We've been enjoying more fermented sauerkraut during the sugar detox. What's not to like about fermented veggies? They complement every meal, and because I filled a huge jar with kraut, there is enough to feed us for weeks, which means less pressure on me to come up with a new side dish everyday. You could say that we are boring by eating the same thing, but kraut, in many traditional cuisines, is a routine element. Germans consume it with gusto and Koreans are so big on kimchi that they eat it with every meal. Eastern European's happen to love their fermented veggies, too. Kraut was one of the first foods we grabbed when we were shopping for breakfast options in Slovenia. It also doesn't hurt that the health-promoting properties of fermented veggies stimulate stomach acid production, which aids in better digestion of foods, especially meats. And you know how much we love grass-fed meat around here. :)
The sauerkraut recipe I usually prepare is my grandmother's version. Her family grew up making big wooden barrels of this stuff and eating it all through the Russian winter. But now she lives on her own and in a much warmer climate, with access to just about anything she wants. Instead of giving up on this ancient tradition, she continues it to this day by using a simplified method. These are pics of her demonstrating the process.
Grandma's 3-day Kraut ferment
- wide-mouth mason or clip-top glass jar (64 -oz)
- plate that fits inside jar or two plastic forks (food grade and compostable, anti-plastic purists stay calm)
- paper towel or cheesecloth
- 2 large head of green cabbage
- 4 carrots
- Real Salt or another unrefined sea salt of your choice.
- Slice cabbage into halves, cut out the hearts. Take one half and chop it into strips on a cutting board. Grate 2 carrots separately and add to the chopped cabbage. Sprinkle a tablespoon of salt.

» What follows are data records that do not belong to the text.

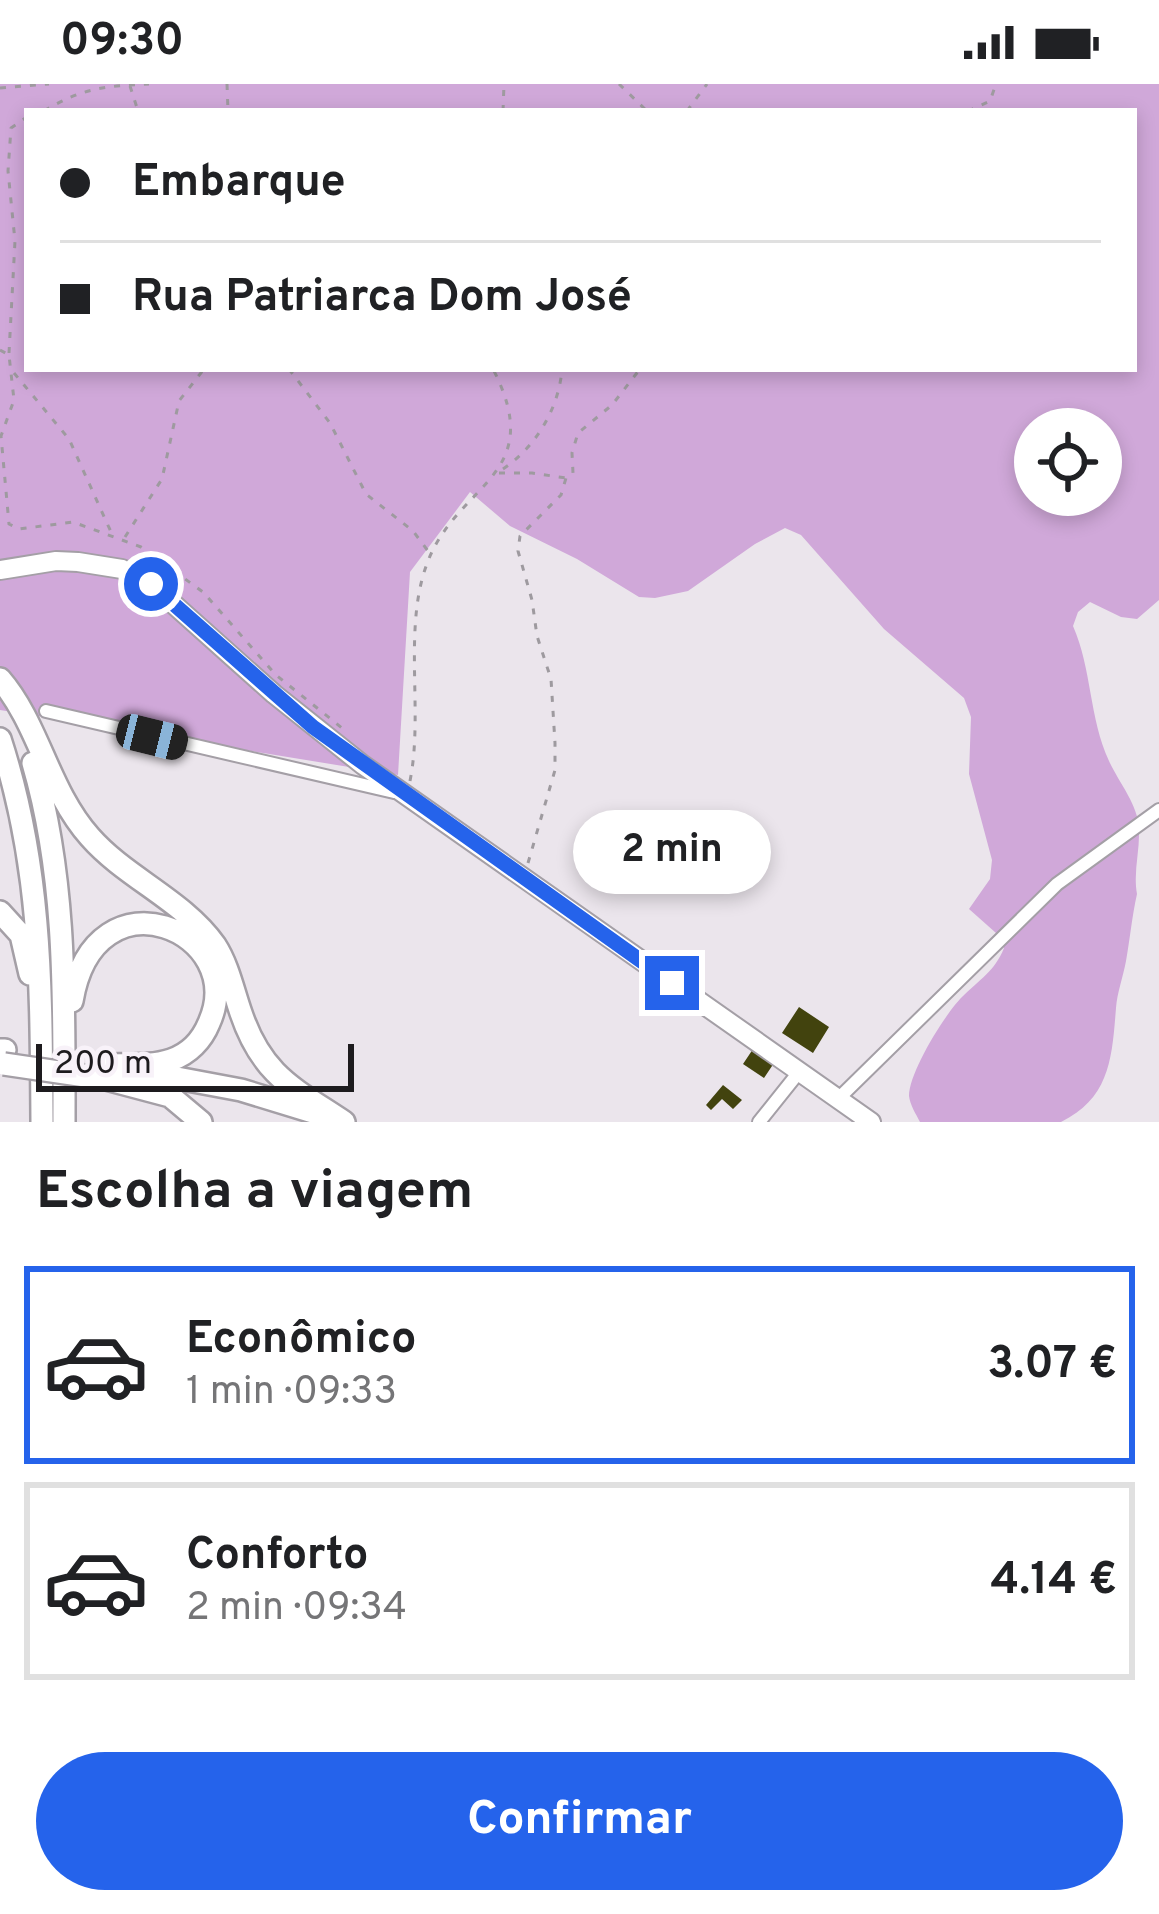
<!DOCTYPE html>
<html lang="pt">
<head>
<meta charset="utf-8">
<style>
	:root { --surface:#fff; --page:#f6f6f6; --text:#202124; --muted:#757577; --line:#e0e0e0; --accent:#2563eb }
	body { margin:0; font-family:Overpass,sans-serif; background:var(--page); color:var(--text); height:100vh; display:flex; flex-direction:column; font-size:45px; white-space:nowrap }
	* { box-sizing:border-box; margin:0 }
	p { font-size:39px; color:var(--muted) }
	.icon { flex:none; width:66px; height:66px; fill:none; stroke:currentColor; stroke-width:2; stroke-linecap:round; stroke-linejoin:round }
	.map { position:relative; height:1038px; overflow:hidden }
	.side { display:flex; flex-direction:column; background:var(--surface); flex:1 }
	.side>* { flex:none }
	.guide { position:absolute; left:24px; top:24px; width:1113px; height:264px; border-radius:0px; box-shadow:0 6px 18px #0003; display:grid; align-content:center; height:264px; padding:0 36px; background:var(--surface) }
	.fabs { position:absolute; left:1014px; top:324px; display:grid; gap:24px }
	.fabs a { display:grid; place-items:center; width:108px; height:108px; border-radius:50%; background:var(--surface); box-shadow:0 6px 18px #0003; font-size:60px }
	.scale { position:absolute; left:36px; bottom:30px; width:318px; box-sizing:border-box; padding-left:12px; border:6px solid #1d1b1e; border-top:0; font-size:33px; line-height:42px; white-space:nowrap; color:#1d1b1e; -webkit-text-stroke:9px #f8f2f9; paint-order:stroke }
	.end { position:absolute; width:54px; height:54px; margin:-27px; border:15px solid #2563eb; background:#fff; box-shadow:0 0 0 6px #fff }
	.from { border-radius:50% }
	.bubble { position:absolute; height:84px; border-radius:42px; background:var(--surface); box-shadow:0 6px 18px #0003; font-size:39px; font-weight:700; line-height:84px; text-align:center }
	.car { position:absolute; width:36px; height:72px; margin:-36px -18px; border-radius:15px; box-shadow:0 0 9px 3px #0007; background:linear-gradient(#222 24%,#8ab4d8 0 40%,#222 0 76%,#8ab4d8 0 86%,#222 0) }
	.guide b { display:flex; align-items:center; gap:42px; height:114px; font-size:45px }
	.guide b+b { border-top:3px solid var(--line) }
	.guide i { width:30px; height:30px; background:var(--text) }
	ul { padding:0; list-style:none }
	li { display:flex; align-items:center; gap:36px; height:198px; margin:0 24px 18px; padding:0 12px; border:6px solid var(--line); border-radius:0px }
	li div { flex:1 }
	li b { display:block; font-size:45px }
	li em { font-style:normal; font-weight:700 }
	li.current { border-color:var(--accent) }
	li>.icon { width:108px; height:108px; stroke-width:1.5 }
	h2 { padding:0 36px; font-size:54px; line-height:144px }
	.action { display:flex; gap:24px; margin-top:auto; padding:24px 36px }
	.action a { flex:1; height:138px; border-radius:72px; background:var(--accent); color:#fff; font-size:48px; font-weight:700; line-height:138px; text-align:center }
	.status { display:flex; justify-content:space-between; align-items:center; height:84px; padding:0 60px; background:var(--surface); direction:ltr }
	.status svg { height:33px; fill:currentColor }
	.map>svg:first-child { display:block }
</style>
</head>
<body>
<div class="status"><b>09:30</b><svg viewBox="0 0 49 12"><path d="M0 12V9h3v3zM5 12V6h3v6zM10 12V3h3v9zM15 12V0h3v12zM26 1h20v11H26zM47 4h2v5h-2z"/></svg></div>
<div class="map">
<svg width="1159" height="1038" viewBox="0 0 1159 1038">
	<rect width="100%" height="100%" fill="#ebe5ec"/>
	<!-- green -->
	<path fill="#d0a8d9" fill-rule="evenodd" d="M0,0H1159V516L1137,535L1121,533L1090,518L1078,528L1073,542C1092,585 1089,634 1109,677C1119,699 1138,720 1139,745C1140,767 1133,788 1137,810C1132,832 1130,855 1126,877C1123,893 1117,909 1116,924C1112,974 1110,1014 1061,1038H920C916,1030 910,1021 909,1012C909,988 945,930 962,913C979,896 995,887 1004,864L996,849L969,825L990,795L992,776L969,690L971,633L964,614L884,545L801,451L785,444L755,460L688,507L655,514L639,513L577,475L510,442L470,408L410,488L398,691L0,626ZM27,27H1134V285H27ZM1035,345H1101V411H1035Z"/>
	<!-- building -->
	<path fill="#42430e" d="M799,923L829,943L813,969L782,949Z
		M753,965L774,979L764,994L743,980Z
		M723,1001L742,1016L733,1025L722,1015L711,1026L706,1021Z"/>
	<g fill="none" stroke-linecap="round" stroke-linejoin="round">
		<defs>
			<path id="minor" d="M46,627L394,708
				M838,1015L1057,800L1159,726
				M759,1038L799,988"/>
			<path id="primary" d="M0,486L56,477L78,478L122,485L151,500L274,610L363,681L871,1038"/>
			<path id="trunk" d="M129,985L241,1006L326,1032"/>
			<path id="motorway" d="M0,595C39,640 48,706 90,753C126,794 183,816 215,861C228,881 233,906 241,929C262,991 293,1004 344,1038
				M0,655C42,784 41,904 42,1038
				M33,679C67,795 64,919 64,1038
				M0,828L21,851L30,890
				M72,917C95,781 250,848 209,939C202,956 189,970 171,976C150,983 127,980 106,981
				M0,966H5
				M106,995L170,1012L201,1038"/>
		</defs>
		<!-- minor casing -->
		<use href="#minor" stroke="#a49fa6" stroke-width="16"/>
		<!-- primary casing -->
		<use href="#primary" stroke="#a49fa6" stroke-width="22"/>
		<!-- trunk casing -->
		<use href="#trunk" stroke="#a49fa6" stroke-width="26"/>
		<!-- motorway casing -->
		<use href="#motorway" stroke="#a49fa6" stroke-width="26"/>
		<!-- path -->
		<path stroke="#9e9a9f" stroke-width="3" stroke-dasharray="6 9" stroke-linecap="butt" d="M227,0L228,27
			M619,0L647,27
			M130,2L138,27
			M0,4L49,0
			M44,27C82,4 105,2 149,0
			M503,27L504,0
			M687,27L707,0
			M968,27L990,17L996,0
			M0,266L9,271L14,316L1,352L9,440L19,445L73,438L141,463L203,508L276,591L342,644
			M9,269L15,157L8,87L11,44L27,33
			M289,285L330,339L366,410L413,447L428,467
			M14,289L69,355L111,448
			M503,385C536,363 559,324 562,285
			M499,389H532L566,394
			M125,453L162,395L179,317L204,285
			M410,697C424,627 402,543 428,477C459,398 548,392 493,285
			M528,779L555,686V659L551,595L537,552L532,516L518,467L520,452L561,411L566,394L573,389L572,369L578,349L612,321L640,285"/>
		<!-- minor -->
		<use href="#minor" stroke="#fff" stroke-width="12"/>
		<!-- primary -->
		<use href="#primary" stroke="#fff" stroke-width="18"/>
		<!-- trunk -->
		<use href="#trunk" stroke="#fff" stroke-width="21"/>
		<!-- motorway -->
		<use href="#motorway" stroke="#fff" stroke-width="21"/>
		<defs>
			<path id="motorway-bridge" d="M4,980L106,995"/>
		</defs>
		<!-- motorway-bridge casing -->
		<use href="#motorway-bridge" stroke="#a49fa6" stroke-width="26" stroke-linecap="butt"/>
		<!-- motorway-bridge -->
		<use href="#motorway-bridge" stroke="#fff" stroke-width="21"/>
	</g>
	<g fill="none" stroke-linecap="round" stroke-linejoin="round">
		<!-- route -->
		<path stroke="#2563eb" stroke-width="15" d="M151,500L313,643L672,899"/>
	</g>
</svg>
<div class="fabs">
<a><svg class="icon" aria-label="locate" viewBox="0 0 24 24"><circle cx="12" cy="12" r="6"/><path d="M12 2v4M12 18v4M2 12h4M18 12h4"/></svg></a>
</div>
<div class="scale">200 m</div>
<i class="end from" style="left:151px;top:500px"></i>
<i class="end" style="left:672px;top:899px"></i>
<div class="bubble" style="left:573px;top:726px;width:198px">2 min</div>
<i class="car" style="left:152px;top:653px;rotate:104deg"></i>
<div class="guide">
<b><i class="from"></i>Embarque</b>
<b><i></i>Rua Patriarca Dom José</b>
</div>
</div>
<section class="side">
<h2>Escolha a viagem</h2>
<ul>
<li class="current"><svg class="icon" aria-label="car" viewBox="0 0 24 24"><path d="M5 17H2v-5l4-1 3-4h7l3 4 3 1v5h-3M9 17h6M6 11h13"/><circle cx="7" cy="17" r="2"/><circle cx="17" cy="17" r="2"/></svg><div><b>Econômico</b><p>1 min · 09:33</p></div><em>3.07 €</em></li>
<li><svg class="icon" aria-label="car" viewBox="0 0 24 24"><path d="M5 17H2v-5l4-1 3-4h7l3 4 3 1v5h-3M9 17h6M6 11h13"/><circle cx="7" cy="17" r="2"/><circle cx="17" cy="17" r="2"/></svg><div><b>Conforto</b><p>2 min · 09:34</p></div><em>4.14 €</em></li>
</ul>
<div class="action"><a>Confirmar</a></div>
</section>
</body>
</html>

- Mix ingredients with your hands and squeeze to force the water out a bit. Transfer the mixture to a jar and tamp it down until juices release some more. I like to use a wood roller pin.
- Repeat 2 and 3 for the second half of the cabbage.
- Pack remaining content into the same jar and tamp it again. You want to fill about 90% of the jar, so cut up the second head of cabbage if needed.
- Cover kraut with a plate and a weight or like my grandmother has been doing for years: take 2 plastic forks, overlapping at the center to form an "x" - press them into the walls of the jar and top of kraut. This should keep kraut submerged under the brine.
This ferment also had red bell pepper added
- Cover the whole thing with paper towel or cloth to keep creatures out.
- Store the jar at room temperature. I prefer on the counter but out of the way.
- Everyday, for the duration of the ferment, open the cloth and release the bubble with a wooden skewer by pressing down in between the forks. Remember to cover again and set aside. Repeat for 3 days.
- Transfer to the fridge and enjoy. Because my family likes a crunchy and slightly sour kraut, we ferment for only 3 days. But if you are looking for a variation that is more sour and probably higher in probiotic content, check out Balanced Bites recipe.